Dark Horizon: Escape
- Cover art by Quinton Hoover
- Designers: Kevin Brusky
- Illustrators: Quinton Hoover
- Publishers: APE Games
- Publication: 1996
- Genres: Science fiction board wargame

= Dark Horizon: Escape =

1996 science fiction board wargame

Dark Horizon: Escape is a science fiction board wargame published by APE Games in 1996 that simulates personal combat between opposing sides.

==Description==
Dark Horizon: Escape is a tactical combat simulation for two players, or up to six players divided into two teams.

===Setting===
The game is set in 2031, when Talobar Technologies develops an Armageddon Device. One player or team controls agents of the People for a UNified Tomorrow (PUNT), who try to break into the Talobar lab, destroy the device, and successfully escape. The other player or team controls the Talobar security forces defending the building. The game includes various scenarios that take between 60–150 minutes to play.

===Components===
The game box includes:
- 10 metal miniatures
- 5 square-gridded floor tile sheets. Each 1.25 in square represent 9 ft
- 12 upright doors
- 24 Close Combat cards
- a 32-page illustrated rulebook, including 5 starter scenarios
- 10 erasable status logs and an erasable felt-tipped pen
- 120 die-cut counters
- 4 dice
The five interlocking floor tiles can be arranged to form different levels of the facility. The stand‑up doors create a 3‑D effect on the board. The pewter playing pieces represent both freedom fighters and Talobar's goons.

===Gameplay===
Game turns are divided into 15 one-second impulses. (Four game turns equals one minute of combat.) Players move and fire weapons in sequence, rolling dice to hit opponents and deal damage. The PUNT player or team win, if they complete the scenario mission. The Talobnar player wins by preventing this.

==Publication history==
Kevin Brusky had grown up playing Dungeons & Dragons and board wargames. At age 32, while he was a software engineer at Compaq, he started to design a miniatures wargame with a science fiction setting. After the staff and customers of Gamemasters, a game store in Houston, playtested the game, Brusky formed APE Games in 1996 to publish 1500 copies of the game, titled Dark Horizon: Escape. The game featured premium components, and artwork by Quinton Hoover. Brusky wanted to premier the game at Gen Con 1996, but ultimately ended up selling most copies of the game in Texas. He reported good sales by October of that year.

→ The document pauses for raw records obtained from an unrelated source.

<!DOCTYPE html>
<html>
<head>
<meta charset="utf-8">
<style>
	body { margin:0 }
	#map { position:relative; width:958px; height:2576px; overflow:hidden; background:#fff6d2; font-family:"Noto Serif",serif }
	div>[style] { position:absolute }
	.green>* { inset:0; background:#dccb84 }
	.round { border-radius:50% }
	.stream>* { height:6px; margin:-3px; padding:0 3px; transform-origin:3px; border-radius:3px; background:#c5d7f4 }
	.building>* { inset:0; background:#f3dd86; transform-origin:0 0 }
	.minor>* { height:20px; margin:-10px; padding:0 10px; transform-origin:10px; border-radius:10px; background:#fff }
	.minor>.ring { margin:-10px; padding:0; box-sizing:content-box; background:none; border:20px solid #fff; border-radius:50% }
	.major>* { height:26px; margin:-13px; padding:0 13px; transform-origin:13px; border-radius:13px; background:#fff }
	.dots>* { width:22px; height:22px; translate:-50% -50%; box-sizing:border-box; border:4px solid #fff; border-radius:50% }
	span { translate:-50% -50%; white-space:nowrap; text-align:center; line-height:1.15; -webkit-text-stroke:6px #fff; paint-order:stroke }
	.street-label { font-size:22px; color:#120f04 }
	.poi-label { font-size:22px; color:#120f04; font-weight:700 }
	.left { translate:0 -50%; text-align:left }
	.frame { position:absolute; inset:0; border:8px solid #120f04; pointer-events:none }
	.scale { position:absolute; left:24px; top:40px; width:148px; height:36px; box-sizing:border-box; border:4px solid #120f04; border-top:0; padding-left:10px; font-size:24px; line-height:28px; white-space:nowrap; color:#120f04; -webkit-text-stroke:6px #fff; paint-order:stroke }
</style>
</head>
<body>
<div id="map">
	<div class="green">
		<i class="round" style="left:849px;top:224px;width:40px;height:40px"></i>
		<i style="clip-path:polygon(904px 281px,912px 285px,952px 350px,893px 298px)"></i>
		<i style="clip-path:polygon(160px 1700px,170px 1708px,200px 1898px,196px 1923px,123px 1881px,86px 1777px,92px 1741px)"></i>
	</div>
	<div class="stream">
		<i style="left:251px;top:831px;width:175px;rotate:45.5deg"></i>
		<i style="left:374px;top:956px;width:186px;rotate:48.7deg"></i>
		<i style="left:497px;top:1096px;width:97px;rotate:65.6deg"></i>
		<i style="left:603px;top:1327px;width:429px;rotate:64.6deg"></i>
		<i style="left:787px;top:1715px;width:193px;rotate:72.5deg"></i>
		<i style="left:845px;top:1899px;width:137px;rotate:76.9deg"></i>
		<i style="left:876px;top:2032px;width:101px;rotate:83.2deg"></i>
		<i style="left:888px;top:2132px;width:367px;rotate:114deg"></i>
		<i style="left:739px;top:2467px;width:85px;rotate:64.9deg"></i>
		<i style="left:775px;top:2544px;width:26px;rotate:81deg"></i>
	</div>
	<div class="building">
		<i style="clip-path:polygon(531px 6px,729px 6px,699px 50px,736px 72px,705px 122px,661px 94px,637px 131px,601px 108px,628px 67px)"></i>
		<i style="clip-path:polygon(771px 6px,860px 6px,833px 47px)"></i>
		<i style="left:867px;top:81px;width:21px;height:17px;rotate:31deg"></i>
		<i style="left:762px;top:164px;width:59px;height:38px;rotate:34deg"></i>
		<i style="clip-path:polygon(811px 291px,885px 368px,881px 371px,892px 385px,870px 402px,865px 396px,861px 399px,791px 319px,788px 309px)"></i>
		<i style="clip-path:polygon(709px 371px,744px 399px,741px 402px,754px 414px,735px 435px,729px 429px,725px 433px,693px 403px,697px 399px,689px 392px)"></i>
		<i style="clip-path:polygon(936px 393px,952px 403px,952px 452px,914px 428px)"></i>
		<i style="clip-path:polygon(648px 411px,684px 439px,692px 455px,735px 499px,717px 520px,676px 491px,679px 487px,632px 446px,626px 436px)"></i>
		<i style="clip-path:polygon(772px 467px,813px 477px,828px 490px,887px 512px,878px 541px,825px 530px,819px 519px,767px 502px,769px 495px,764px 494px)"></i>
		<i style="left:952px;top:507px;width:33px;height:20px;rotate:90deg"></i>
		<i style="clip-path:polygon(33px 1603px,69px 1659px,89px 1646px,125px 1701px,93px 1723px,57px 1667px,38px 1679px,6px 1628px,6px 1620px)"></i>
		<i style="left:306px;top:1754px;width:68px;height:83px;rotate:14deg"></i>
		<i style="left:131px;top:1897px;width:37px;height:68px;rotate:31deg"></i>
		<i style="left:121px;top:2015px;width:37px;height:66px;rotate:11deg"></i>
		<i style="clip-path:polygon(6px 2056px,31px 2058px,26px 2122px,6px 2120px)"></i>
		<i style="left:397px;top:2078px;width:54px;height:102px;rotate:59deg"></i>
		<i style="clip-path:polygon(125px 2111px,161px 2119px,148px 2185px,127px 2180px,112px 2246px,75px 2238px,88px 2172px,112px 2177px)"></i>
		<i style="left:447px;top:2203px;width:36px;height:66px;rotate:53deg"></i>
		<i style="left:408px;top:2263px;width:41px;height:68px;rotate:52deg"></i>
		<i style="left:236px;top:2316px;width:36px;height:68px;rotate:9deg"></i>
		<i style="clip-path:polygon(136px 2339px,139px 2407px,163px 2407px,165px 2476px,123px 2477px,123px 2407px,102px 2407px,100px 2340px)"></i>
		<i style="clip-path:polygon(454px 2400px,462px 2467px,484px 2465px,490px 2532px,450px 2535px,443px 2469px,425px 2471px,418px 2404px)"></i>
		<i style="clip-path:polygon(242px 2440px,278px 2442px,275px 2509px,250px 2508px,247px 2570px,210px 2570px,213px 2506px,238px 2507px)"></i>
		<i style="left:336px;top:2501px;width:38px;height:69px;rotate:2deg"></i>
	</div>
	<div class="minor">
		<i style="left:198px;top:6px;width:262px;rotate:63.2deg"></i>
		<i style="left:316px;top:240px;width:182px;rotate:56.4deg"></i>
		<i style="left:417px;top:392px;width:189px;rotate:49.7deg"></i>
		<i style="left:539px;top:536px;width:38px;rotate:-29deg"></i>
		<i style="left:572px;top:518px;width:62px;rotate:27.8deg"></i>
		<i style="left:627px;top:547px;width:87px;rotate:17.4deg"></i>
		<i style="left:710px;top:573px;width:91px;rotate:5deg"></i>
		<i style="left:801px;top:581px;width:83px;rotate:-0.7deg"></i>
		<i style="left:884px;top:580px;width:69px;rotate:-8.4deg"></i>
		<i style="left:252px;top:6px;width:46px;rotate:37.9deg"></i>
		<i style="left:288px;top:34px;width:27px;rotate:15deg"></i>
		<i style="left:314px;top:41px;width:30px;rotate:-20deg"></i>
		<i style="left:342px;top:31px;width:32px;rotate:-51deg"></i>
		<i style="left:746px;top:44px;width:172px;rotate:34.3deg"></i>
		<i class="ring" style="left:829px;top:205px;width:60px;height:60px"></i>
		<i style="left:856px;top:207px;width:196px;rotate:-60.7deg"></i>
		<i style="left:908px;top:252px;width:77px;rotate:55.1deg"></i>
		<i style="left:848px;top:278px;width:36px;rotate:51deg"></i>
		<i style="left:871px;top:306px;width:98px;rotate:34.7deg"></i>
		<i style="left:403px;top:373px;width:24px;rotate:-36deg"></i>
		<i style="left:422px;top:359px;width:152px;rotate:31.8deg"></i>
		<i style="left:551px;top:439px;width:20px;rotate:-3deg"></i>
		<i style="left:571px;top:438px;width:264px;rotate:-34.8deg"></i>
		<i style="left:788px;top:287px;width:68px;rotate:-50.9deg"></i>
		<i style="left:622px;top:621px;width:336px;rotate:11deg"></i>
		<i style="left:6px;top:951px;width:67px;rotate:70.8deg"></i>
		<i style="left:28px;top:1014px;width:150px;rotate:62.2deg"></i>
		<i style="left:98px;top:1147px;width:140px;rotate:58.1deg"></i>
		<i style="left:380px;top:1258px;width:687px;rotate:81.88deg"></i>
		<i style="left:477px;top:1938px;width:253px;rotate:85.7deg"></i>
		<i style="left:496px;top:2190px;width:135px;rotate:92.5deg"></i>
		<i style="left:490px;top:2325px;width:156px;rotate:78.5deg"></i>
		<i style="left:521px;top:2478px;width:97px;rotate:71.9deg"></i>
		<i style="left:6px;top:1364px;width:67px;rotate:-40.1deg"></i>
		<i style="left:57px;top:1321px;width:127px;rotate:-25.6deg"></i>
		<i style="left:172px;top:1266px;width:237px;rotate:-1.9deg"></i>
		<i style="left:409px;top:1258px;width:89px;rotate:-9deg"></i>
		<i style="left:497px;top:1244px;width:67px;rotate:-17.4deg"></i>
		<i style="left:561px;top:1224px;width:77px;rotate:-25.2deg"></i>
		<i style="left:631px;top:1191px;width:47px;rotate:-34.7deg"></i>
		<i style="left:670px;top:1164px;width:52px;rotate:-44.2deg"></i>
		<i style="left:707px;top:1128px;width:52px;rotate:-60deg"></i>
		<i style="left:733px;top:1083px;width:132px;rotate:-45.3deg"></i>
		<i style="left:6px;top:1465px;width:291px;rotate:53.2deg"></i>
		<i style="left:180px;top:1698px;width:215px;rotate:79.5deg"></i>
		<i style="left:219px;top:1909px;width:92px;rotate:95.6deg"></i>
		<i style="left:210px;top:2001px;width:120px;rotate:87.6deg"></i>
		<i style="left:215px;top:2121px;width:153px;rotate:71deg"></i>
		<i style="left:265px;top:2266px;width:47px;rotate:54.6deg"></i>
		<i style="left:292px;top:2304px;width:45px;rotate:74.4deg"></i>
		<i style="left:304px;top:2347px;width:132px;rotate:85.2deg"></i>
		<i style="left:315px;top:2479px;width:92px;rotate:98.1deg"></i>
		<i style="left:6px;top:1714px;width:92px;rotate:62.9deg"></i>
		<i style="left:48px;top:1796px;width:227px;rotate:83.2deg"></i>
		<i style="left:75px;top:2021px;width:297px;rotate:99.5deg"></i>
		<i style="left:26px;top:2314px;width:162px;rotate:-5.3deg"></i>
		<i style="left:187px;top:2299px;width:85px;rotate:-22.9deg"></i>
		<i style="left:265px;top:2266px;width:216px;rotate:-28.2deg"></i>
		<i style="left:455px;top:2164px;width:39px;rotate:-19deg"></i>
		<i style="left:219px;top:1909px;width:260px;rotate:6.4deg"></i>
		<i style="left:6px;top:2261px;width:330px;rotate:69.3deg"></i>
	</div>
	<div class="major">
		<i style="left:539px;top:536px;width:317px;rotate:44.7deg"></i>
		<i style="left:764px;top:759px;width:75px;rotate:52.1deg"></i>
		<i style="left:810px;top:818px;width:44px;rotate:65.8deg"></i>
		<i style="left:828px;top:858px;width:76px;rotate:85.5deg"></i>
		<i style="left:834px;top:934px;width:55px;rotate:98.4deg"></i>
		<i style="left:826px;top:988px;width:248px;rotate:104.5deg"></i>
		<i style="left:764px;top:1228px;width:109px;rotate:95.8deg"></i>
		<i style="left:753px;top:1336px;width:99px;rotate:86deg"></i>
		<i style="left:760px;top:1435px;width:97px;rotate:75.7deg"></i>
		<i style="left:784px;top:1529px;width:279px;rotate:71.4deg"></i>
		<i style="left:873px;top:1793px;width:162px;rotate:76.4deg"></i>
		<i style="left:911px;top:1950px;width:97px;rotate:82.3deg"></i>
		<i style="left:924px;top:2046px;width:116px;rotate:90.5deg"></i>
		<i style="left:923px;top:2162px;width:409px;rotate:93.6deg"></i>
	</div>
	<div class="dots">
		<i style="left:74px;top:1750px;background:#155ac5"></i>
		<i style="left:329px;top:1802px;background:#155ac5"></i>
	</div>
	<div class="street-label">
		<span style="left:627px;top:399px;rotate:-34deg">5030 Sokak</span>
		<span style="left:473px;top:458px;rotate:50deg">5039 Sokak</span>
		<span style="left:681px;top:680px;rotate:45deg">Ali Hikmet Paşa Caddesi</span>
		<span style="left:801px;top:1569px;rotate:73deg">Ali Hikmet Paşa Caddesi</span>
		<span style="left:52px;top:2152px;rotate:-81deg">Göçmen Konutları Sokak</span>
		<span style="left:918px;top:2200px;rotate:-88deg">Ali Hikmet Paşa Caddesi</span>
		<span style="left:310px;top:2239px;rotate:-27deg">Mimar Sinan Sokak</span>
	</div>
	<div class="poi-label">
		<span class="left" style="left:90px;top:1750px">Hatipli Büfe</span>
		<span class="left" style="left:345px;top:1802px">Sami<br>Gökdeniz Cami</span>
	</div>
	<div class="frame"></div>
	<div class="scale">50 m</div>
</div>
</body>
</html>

Brusky planned to produce a series of Dark Horizon board wargames, but only one other game was released by APE, Dark Horizon: Notice of Termination in 1997.

==Reception==
Rick Swan reviewed Dark Horizon: Escape for Dragon #239 (September 1997), calling it a "clever science-fiction board game" and commenting that "Though the game utilizes deceptively sophisticated tactics, what makes it a pleasure to the play are the components: five sheets of thick cardboard room tiles, ten status logs that can be used with an erasable felt tip pen (included), ten metal miniatures."

In Issue 12 of Simulacrum, Mark Wegierski called this a "lavishly produced game ... using the finely-crafted miniatures." However, Wegierski thought the excellent components were wasted on this game, noting, "The societal background (a corporate-run dystopia) appears to have been put in on a rather perfunctory basis. The main point of the game appears to be the slam-bang kind of action most often found in arcade-style computer games." Wegierski concluded, "The disjunction between the amount of effort put into the production of physical components, and that devoted to sketching out the background, is rather too jarring."